The natural history and prognosis of MIDD depend on the severity of renal failure at diagnosis, the presence of an underlying MM, and the delay in the hematologic response to chemotherapy. Additionally, LCDD patients with cardiac involvement have poorer survival and a significantly higher risk of treatment-related mortality after ASCT . Moreover, our patient showed several parameters associated with unfavorable MM outcome. Some negative prognostic factors are widely accepted, such as high-risk chromosomal abnormalities, high serum β2-microglobulin (≥ 5.5 mg/L), and low serum albumin . Other prognostic factors are not widely validated, such as immunoparesis, which have a negative impact on the progression-free survival , high serum IL-6 levels , or extremely high levels of FLC , which have been shown to play a prominent role in the development of kidney damage.

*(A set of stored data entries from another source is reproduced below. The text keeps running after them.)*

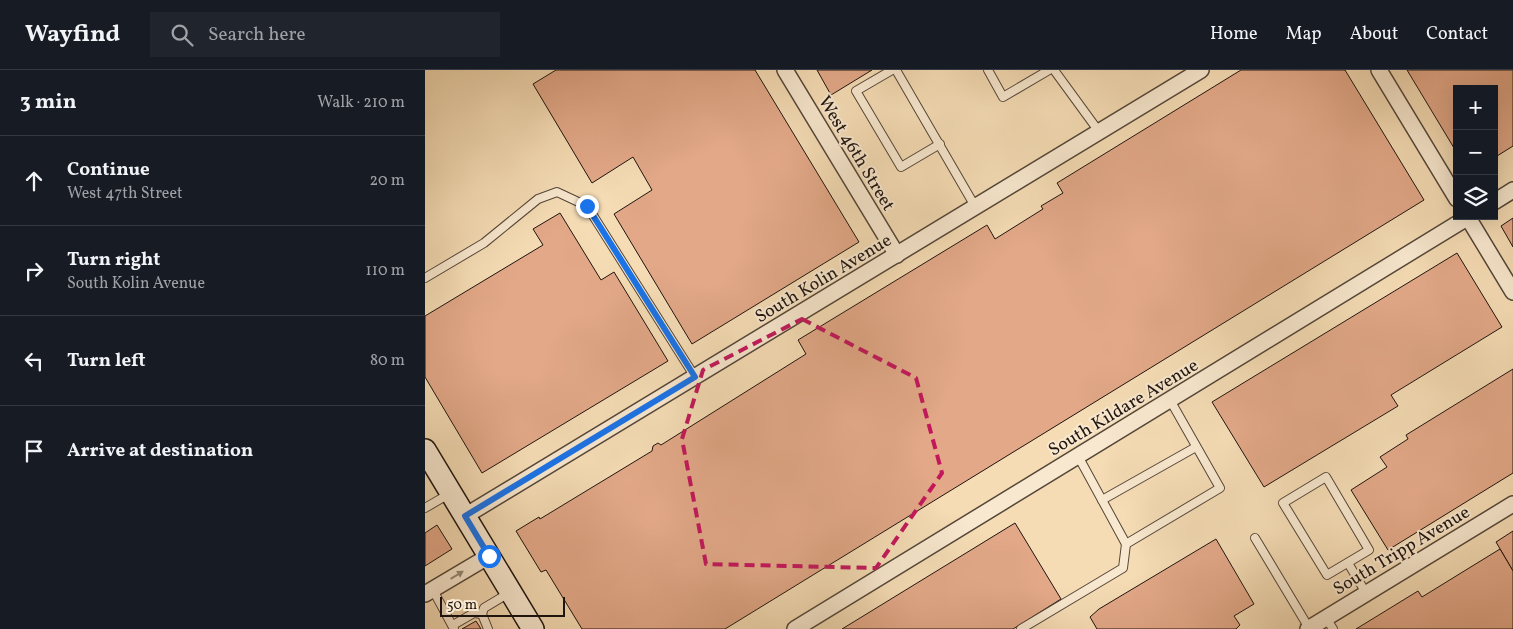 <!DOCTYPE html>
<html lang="en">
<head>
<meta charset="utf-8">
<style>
  body { margin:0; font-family:Vollkorn,serif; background:#20242c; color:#f1f3f6 }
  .controls { position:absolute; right:15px; top:15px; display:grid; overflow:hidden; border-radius:0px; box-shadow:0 5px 20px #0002 }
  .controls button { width:45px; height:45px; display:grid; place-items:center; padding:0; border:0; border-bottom:1px solid #363941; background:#171b24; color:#f1f3f6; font:25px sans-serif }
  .scale { position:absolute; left:15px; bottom:12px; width:125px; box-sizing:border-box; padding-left:5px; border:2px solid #1f140e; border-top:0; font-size:14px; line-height:18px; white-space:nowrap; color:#1f140e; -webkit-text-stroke:4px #f8e8cf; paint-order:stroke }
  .stop { position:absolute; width:15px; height:15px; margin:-11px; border:4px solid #1a73e8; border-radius:50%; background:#fff }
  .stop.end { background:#1a73e8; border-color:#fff; box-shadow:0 1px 5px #0008 }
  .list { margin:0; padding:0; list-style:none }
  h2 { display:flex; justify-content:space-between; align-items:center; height:65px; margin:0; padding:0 20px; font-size:21px }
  h2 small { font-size:16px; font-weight:400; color:#9ea1a6 }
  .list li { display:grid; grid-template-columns:32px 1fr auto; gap:15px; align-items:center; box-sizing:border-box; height:90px; padding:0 20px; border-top:1px solid #363941 }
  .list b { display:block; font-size:19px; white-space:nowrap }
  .list p { margin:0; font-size:16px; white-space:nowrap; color:#9ea1a6 }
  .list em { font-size:16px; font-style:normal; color:#9ea1a6 }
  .icon { flex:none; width:28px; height:28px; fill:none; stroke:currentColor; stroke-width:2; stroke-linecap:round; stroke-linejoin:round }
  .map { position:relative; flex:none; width:1088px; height:559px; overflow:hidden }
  header { display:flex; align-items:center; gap:30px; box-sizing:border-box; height:70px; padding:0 25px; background:#171b24; border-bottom:1px solid #363941 }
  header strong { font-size:24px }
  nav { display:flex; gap:28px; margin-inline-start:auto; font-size:18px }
  .search { width:350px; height:45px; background:#20242c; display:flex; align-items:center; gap:12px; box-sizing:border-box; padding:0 18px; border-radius:0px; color:#9ea1a6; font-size:19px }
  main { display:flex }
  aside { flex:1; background:#171b24 }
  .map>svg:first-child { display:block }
  .building { fill:#e2a888; stroke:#1f140e }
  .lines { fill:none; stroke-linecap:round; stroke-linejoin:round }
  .service-casing { stroke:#544638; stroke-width:10 }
  .minor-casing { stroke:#544638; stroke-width:18 }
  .secondary-casing { stroke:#1f140e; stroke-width:24 }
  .service { stroke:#f8e8cf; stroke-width:8 }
  .minor { stroke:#f8e8cf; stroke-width:15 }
  .secondary { stroke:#f8e8cf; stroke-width:21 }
  .oneway { fill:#968978 }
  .route { stroke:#1a73e8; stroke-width:6 }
  .marked { fill:none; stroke:#c2185b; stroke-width:4; stroke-dasharray:10 6; stroke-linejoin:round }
  .labels { text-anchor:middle; stroke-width:4; stroke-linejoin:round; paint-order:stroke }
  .street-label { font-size:18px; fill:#1f140e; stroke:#f8e8cf }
</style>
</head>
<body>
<header>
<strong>Wayfind</strong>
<div class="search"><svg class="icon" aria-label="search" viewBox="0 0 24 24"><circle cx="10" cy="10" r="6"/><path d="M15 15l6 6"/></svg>Search here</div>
<nav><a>Home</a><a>Map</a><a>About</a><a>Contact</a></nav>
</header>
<main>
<aside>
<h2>3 min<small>Walk · 210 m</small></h2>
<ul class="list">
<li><svg class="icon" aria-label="ahead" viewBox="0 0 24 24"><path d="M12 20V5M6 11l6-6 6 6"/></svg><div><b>Continue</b><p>West 47th Street</p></div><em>20 m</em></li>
<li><svg class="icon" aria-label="right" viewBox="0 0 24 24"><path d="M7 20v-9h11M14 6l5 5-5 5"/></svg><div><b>Turn right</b><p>South Kolin Avenue</p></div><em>110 m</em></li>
<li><svg class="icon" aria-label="left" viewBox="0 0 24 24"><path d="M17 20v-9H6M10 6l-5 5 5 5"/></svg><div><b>Turn left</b></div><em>80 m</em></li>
<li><svg class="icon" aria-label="arrive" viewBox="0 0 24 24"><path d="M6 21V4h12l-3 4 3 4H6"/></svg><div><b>Arrive at destination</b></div></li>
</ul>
</aside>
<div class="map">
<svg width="1088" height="559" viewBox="0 0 1088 559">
  <rect width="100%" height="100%" fill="#f5dcb5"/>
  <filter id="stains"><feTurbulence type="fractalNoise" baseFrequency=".004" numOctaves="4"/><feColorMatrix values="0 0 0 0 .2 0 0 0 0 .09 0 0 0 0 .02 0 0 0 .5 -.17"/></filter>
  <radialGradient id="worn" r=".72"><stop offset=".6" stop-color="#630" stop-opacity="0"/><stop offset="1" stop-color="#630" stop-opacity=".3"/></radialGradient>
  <g class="building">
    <polygon points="131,0 330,0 434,172 267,274 189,144 227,120 208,87 167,113 108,14"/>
    <polygon points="392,0 447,0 406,25"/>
    <polygon points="816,0 920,0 999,130 300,559 157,559 121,500 116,502 91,461 114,447 115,449 227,381 228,376 233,373 236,375 381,284 373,270 562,155 570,169 618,139 616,136 638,123 632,113"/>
    <polygon points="982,0 1088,0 1088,76 1072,86 1069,81 1069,19 1032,19 1032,83"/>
    <polygon points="135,143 176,210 189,202 243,291 57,403 0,307 0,246 118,175 108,159"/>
    <polygon points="1088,148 1088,177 1076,156"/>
    <polygon points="1032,183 1077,257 966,325 973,336 839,417 787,332"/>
    <polygon points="1088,299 1088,403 963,480 926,420 962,397 955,387 983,369 981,365"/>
    <polygon points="590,453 636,529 588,559 417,559"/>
    <polygon points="12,455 27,479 0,496 0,463"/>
    <polygon points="1088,461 1088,501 1071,472"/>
    <polygon points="791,469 829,534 809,546 815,555 811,559 672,559 665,547 674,539"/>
    <polygon points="1075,479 1088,501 1088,559 931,559 993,521 997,527"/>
    <polygon points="51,551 56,559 37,559"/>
  </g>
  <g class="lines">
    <g class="service-casing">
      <g id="service">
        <polyline points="467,0 431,21 476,97 515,74"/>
        <polyline points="471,0 551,138"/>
        <polyline points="563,0 578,27 624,0"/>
        <polyline points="629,0 675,63"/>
        <polyline points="0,208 59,173 113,129 132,122 162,136 270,307"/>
        <polyline points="653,386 701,474 795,418 745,330"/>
        <polygon points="901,407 944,480 902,505 858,433"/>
        <polyline points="677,430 771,377"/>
        <polyline points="0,438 24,424"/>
        <polyline points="830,468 884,558"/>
        <polyline points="923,493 941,523"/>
        <polyline points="8,520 29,559"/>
        <polyline points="901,548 908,559"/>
        <polyline points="28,555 49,543 57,544"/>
        <polyline points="63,559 57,544 59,538 84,523"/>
        <polyline points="596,559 698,498 701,474"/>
      </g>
    </g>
    <g class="minor-casing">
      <g id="minor">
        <polyline points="360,0 472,185"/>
        <polyline points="954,0 1032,129"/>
        <polyline points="1069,132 1088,120"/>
        <polyline points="1042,146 1088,222"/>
        <polyline points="40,446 776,0"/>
        <polyline points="0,524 64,486"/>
        <polyline points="370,559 1045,146"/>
        <polyline points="883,559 1088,434"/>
      </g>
    </g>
    <g class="secondary-casing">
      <polyline id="secondary" points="0,380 108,559"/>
    </g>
    <use href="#service" class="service"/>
    <use href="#minor" class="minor"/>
    <use href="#secondary" class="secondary"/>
  </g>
  <defs><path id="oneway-solid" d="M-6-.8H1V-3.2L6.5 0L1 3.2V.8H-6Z" transform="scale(1.25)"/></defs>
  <use class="oneway" href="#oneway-solid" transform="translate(32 505) rotate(-31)"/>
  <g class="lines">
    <polyline class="route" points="64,486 40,446 270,307 162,136"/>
  </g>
  <path class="marked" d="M377,249L491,308L517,403L451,498L281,494L257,369L278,300Z"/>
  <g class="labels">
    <g class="street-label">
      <text transform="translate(432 83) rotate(59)" y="6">West 46th Street</text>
      <text transform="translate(398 208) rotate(-31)" y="6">South Kolin Avenue</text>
      <text transform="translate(698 337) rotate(-31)" y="6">South Kildare Avenue</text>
      <text transform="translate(976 480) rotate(-31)" y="6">South Tripp Avenue</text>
    </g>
  </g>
  <rect width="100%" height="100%" filter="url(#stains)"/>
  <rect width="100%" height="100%" fill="url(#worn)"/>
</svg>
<div class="controls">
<button>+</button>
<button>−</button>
<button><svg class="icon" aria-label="layers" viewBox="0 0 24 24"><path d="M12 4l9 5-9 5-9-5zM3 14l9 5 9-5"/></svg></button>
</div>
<div class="scale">50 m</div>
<div class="stop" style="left:64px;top:486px"></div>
<div class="stop end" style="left:162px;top:136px"></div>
</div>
</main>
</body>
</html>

Overall, both early diagnosis and prompt treatment with bortezomib and ASCT-based combinations can improve the prognosis of LCDD, by reducing circulating immunoglobulins, preserving renal function, and improving overall survival, even in patients with a severe disease at onset.
In conclusion, in patients with MM, multiple organ involvement may result from a combination of paraprotein-dependent and -independent factors, and the therapeutic success requires the early recognition of all the pathogenetic elements involved. This case reminds that sometimes, to reach the right diagnosis, looking beyond the surface is mandatory. Moreover, in patients with not acute massive pulmonary embolism and intracardiac right masses, surgical pulmonary embolectomy should be promptly performed to preserve RV function and prevent pulmonary hypertension development. This case also demonstrated that both early diagnosis and prompt treatment with bortezomib and ASCT-based combinations can improve the prognosis of LCDD, even in patients with a severe disease at onset.